A. Les conditions cumulatives et l’office du juge du fond
La cour expose le standard applicable. Elle affirme que « L’inaptitude est professionnelle lorsqu’elle est consécutive à un accident du travail ou une maladie professionnelle et ce, dès lors que l’inaptitude du salarié, quel que soit le moment où elle est constatée ou invoquée, a au moins partiellement, pour origine cet accident ou cette maladie et que l’employeur avait connaissance de cette origine professionnelle au moment du licenciement. » Elle ajoute que « Les règles protectrices applicables aux victimes d’un accident du travail ou d’une maladie professionnelle s’appliquent dès lors que deux conditions cumulatives sont réunies. »

S’agissant de la preuve, la cour rappelle enfin que « La prise en charge par la sécurité sociale de l’arrêt de travail au titre des accidents du travail n’est qu’un élément de preuve parmi d’autres, laissé à l’appréciation des juges du fond. » Le contrôle se concentre sur le lien, même partiel, entre les troubles invoqués et l’activité professionnelle, ainsi que sur la connaissance par l’employeur, à la date de la rupture, de cette causalité alléguée. Les échanges internes désignant le travail comme cause du mal-être, l’historique de stress documenté et les certificats médicaux convergent suffisamment, selon la cour, pour emporter la conviction.

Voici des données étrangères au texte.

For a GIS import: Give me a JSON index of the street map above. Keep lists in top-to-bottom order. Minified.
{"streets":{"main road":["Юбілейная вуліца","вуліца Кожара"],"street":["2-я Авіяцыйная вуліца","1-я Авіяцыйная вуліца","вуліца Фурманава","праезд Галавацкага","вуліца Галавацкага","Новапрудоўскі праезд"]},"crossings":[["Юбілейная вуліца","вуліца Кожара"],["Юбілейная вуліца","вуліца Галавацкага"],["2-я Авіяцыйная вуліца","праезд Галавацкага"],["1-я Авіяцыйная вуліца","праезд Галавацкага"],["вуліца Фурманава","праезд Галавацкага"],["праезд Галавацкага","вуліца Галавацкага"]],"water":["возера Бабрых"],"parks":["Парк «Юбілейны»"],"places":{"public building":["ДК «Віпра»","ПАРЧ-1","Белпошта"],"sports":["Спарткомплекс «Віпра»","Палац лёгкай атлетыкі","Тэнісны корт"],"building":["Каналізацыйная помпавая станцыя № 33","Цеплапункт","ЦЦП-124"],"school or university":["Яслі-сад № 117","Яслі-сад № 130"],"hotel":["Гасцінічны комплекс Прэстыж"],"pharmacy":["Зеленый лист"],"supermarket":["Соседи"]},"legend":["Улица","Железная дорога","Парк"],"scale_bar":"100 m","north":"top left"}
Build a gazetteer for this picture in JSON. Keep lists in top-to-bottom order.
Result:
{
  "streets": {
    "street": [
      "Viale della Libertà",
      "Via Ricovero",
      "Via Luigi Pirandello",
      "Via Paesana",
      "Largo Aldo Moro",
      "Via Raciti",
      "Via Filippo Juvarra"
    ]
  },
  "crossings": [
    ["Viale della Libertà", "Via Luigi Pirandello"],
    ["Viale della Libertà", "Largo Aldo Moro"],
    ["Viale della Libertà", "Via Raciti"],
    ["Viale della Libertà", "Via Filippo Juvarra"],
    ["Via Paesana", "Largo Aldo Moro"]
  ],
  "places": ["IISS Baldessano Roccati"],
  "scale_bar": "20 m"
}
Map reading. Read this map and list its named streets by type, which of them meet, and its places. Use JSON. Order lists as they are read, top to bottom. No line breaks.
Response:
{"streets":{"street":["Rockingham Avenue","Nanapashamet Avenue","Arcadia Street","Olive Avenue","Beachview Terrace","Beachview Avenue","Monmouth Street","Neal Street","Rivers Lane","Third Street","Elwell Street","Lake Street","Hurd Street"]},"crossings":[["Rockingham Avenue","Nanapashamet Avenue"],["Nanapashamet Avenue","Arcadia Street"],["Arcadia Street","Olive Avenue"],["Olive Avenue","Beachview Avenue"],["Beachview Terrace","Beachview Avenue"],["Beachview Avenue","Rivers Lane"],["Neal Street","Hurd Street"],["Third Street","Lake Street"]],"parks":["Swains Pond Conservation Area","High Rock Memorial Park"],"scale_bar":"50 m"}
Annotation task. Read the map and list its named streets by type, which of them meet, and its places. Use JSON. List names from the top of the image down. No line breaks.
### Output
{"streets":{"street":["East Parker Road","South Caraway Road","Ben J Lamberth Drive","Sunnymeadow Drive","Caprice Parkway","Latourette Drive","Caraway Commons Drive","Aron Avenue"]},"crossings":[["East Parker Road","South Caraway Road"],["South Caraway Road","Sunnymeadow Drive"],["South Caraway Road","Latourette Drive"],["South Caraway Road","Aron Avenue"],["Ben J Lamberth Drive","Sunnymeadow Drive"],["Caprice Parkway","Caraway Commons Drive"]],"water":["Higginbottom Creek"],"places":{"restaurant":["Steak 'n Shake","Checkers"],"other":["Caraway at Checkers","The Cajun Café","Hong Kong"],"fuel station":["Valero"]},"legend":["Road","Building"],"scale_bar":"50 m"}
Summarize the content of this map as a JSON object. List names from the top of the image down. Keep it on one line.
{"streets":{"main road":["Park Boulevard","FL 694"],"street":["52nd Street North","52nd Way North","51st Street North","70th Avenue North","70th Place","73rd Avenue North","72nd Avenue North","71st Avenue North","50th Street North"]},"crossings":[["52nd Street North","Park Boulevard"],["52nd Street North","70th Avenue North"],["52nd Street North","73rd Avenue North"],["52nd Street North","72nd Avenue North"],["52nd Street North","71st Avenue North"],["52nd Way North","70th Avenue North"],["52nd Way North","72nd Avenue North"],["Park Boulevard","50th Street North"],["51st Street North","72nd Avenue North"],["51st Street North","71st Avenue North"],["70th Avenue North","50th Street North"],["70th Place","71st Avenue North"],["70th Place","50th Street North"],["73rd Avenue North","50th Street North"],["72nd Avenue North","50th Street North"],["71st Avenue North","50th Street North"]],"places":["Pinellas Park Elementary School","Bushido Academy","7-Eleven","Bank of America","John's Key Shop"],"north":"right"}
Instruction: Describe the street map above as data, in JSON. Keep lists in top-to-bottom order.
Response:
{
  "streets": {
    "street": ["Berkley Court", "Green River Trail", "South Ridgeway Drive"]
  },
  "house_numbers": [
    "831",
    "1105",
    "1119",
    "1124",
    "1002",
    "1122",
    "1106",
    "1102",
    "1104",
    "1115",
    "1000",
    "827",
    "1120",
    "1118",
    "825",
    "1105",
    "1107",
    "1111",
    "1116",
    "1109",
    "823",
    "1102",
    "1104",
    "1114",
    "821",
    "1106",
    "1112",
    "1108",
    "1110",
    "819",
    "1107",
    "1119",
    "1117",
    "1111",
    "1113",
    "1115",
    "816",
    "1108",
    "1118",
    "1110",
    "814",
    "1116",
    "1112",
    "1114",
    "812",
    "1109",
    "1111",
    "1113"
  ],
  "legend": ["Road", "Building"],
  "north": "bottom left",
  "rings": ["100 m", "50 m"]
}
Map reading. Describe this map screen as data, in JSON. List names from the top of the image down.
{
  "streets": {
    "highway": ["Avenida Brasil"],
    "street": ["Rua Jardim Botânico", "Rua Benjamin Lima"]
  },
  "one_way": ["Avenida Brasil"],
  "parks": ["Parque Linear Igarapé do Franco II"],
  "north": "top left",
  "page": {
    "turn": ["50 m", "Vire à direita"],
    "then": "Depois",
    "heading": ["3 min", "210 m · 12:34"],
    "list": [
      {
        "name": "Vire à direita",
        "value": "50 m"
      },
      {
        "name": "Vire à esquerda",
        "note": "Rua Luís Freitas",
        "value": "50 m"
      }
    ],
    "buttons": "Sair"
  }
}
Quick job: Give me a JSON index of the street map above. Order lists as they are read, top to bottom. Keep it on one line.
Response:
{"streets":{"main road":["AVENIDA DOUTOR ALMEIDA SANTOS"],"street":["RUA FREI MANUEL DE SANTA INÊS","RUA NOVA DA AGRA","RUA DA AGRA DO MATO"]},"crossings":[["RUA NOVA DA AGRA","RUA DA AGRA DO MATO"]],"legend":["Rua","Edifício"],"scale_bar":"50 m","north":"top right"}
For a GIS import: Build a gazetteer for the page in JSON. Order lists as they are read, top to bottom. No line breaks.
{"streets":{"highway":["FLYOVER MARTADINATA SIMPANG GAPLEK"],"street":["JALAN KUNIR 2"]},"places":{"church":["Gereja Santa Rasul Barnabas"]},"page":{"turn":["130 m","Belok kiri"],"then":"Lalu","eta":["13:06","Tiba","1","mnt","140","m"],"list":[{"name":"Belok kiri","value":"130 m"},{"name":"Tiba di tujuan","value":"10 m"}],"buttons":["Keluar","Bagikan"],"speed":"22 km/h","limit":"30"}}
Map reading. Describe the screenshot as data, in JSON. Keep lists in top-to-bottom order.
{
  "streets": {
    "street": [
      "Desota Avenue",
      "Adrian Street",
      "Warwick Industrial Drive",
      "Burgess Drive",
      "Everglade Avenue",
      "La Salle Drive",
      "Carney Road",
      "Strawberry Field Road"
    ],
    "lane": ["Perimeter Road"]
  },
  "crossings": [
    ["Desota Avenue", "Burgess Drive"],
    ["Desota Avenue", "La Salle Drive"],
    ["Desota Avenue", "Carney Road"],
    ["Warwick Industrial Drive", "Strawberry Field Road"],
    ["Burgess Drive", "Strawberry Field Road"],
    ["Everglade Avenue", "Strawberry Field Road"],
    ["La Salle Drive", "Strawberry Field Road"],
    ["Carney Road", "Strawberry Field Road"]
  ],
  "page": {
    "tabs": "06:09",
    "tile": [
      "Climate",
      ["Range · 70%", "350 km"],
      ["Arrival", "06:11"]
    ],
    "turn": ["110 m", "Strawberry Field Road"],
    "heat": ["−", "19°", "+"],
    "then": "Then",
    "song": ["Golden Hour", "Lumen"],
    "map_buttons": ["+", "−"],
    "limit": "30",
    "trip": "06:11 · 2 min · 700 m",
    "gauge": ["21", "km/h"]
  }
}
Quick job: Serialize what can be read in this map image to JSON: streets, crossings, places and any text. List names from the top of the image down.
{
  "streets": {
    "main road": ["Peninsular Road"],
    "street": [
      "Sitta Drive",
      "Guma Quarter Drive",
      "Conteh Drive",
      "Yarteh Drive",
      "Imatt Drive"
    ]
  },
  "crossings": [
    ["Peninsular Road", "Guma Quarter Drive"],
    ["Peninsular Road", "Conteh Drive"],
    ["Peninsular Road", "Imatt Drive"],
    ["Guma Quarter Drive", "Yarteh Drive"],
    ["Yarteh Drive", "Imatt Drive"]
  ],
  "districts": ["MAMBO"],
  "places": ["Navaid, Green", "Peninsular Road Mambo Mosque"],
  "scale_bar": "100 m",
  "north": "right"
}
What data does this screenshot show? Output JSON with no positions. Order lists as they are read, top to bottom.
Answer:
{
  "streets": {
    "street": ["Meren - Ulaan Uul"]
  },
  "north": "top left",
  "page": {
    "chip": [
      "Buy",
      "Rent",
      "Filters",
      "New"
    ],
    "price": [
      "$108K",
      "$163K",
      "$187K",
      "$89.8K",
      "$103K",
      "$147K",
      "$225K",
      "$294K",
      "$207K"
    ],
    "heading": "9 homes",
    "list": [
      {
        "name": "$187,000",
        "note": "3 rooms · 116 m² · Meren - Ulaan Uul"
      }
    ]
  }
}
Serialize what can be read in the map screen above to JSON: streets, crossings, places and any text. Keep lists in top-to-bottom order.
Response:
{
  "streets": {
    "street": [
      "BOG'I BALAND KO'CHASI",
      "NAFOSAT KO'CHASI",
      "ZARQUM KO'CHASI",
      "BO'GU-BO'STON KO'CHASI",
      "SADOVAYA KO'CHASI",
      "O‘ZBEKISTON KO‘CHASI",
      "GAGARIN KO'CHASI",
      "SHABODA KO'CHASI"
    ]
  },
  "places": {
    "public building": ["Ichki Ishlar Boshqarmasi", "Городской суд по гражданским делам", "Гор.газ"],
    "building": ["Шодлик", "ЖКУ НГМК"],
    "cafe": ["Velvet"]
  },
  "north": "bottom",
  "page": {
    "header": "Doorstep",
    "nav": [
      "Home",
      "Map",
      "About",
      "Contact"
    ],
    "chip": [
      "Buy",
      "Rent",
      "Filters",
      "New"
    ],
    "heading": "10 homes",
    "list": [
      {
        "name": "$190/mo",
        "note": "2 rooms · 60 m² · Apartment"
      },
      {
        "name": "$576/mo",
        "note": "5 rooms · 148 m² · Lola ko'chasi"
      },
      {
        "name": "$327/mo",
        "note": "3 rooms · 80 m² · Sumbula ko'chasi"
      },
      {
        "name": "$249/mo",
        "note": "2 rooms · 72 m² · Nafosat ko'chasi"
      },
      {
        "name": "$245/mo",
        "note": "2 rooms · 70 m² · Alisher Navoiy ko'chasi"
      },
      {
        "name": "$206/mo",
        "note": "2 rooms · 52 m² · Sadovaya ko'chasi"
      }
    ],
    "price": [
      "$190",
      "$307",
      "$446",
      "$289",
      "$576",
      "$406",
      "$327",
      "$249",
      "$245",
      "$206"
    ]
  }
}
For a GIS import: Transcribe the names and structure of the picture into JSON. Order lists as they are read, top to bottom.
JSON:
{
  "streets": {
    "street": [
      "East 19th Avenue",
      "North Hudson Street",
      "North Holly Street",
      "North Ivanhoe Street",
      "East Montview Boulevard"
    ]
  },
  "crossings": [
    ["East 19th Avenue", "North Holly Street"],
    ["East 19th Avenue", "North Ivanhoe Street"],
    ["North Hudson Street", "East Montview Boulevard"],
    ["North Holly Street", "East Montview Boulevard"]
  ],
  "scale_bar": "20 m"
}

B. Les conséquences financières et la clarification des règles de calcul
Ayant retenu l’origine professionnelle, la cour ouvre droit à l’indemnité compensatrice équivalente au préavis. Elle relève aussi la règle de calcul spécifique de l’indemnité spéciale de licenciement. Elle indique que « cette indemnité est égale au double de l’indemnité légale ou, si cela est plus favorable, à l’indemnité conventionnelle de licenciement qui elle n’est pas doublée », sauf stipulation conventionnelle contraire. L’arrêt applique rigoureusement cette hiérarchie, en déduisant l’indemnité conventionnelle déjà perçue pour déterminer le reliquat dû au titre du doublement légal.

La solution présente une portée pratique nette. Elle distingue avec justesse l’absence de manquement de l’employeur et la reconnaissance du caractère professionnel de l’inaptitude, ce qui évite une confusion fréquente entre faute de prévention et régime protecteur. Elle consolide, en outre, un mode de preuve souple pour les pathologies psychiques et confirme une lecture orthodoxe du couple indemnité légale doublée versus indemnité conventionnelle simple. L’ensemble offre une grille de lecture stable pour les contentieux d’inaptitude d’origine psychique, où la connaissance de l’employeur et la cohérence des éléments médicaux demeurent décisives.